When the Pharisees heard that he had silenced the Sadducees, they gathered together, and one of them, a lawyer, asked him a question to test him. “Teacher, which commandment in the law is the greatest?” He said to him, “‘You shall love the Lord your God with all your heart, and with all your soul, and with all your mind.’ This is the greatest and first commandment. And a second is like it: ‘You shall love your neighbor as yourself.’ On these two commandments hang all the law and the prophets.”
I find it fascinating that this opens with the fact that the Pharisees were only respecting Jesus and calling him Teacher because he had smacked down their fellow Jews who happened to be in a different “denomination”. How often do we do this? How often do we latch on to a teacher not because God meets us in their proclamation, but because they reaffirm our beliefs and/or put down those we disagree with? Fellow family members in the people of God, no less! How dare we?

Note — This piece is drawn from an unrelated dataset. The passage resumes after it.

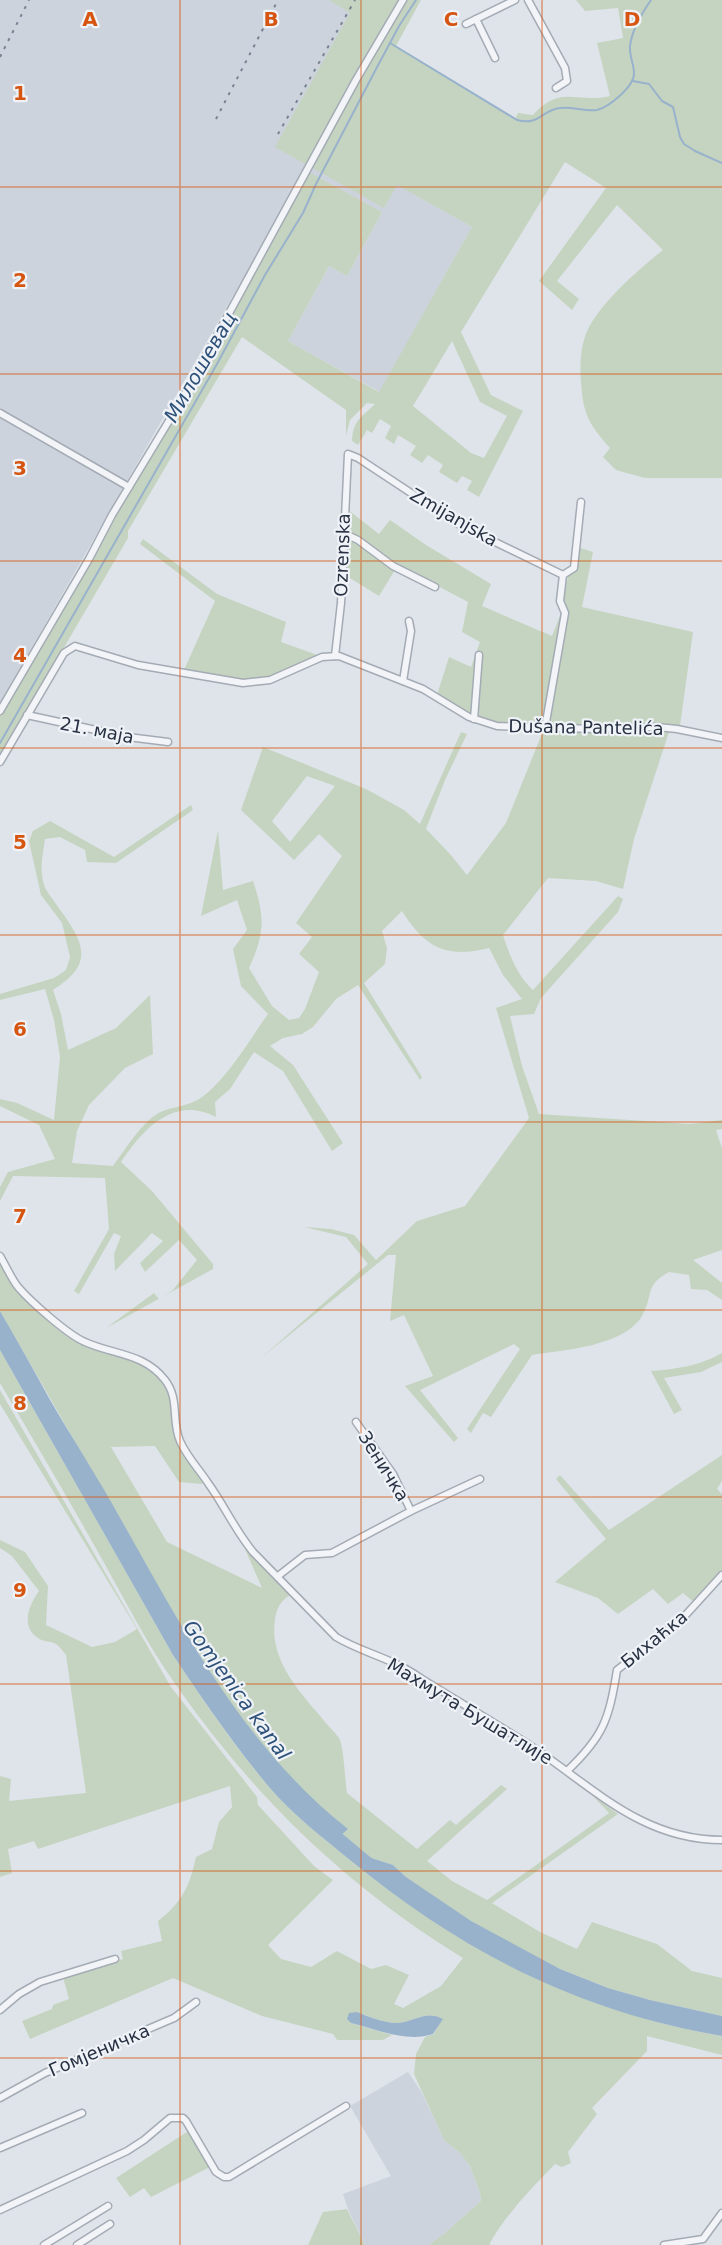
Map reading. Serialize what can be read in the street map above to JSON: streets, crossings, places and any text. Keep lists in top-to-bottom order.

This is why I find it brilliant that Jesus stresses the vertical in the greatest commandment, but he also throws in the necessity of loving our neighbors as well. Don’t miss this. He essentially adds a human-relational dimension to the Shema, one of the most beloved of Jewish texts! And so he incorporates how we treat others as just as essential as how we love God. When we don’t love those around us-especially the fellow people of God that we disagree with-we break the most important of commandments and fall short in loving our God.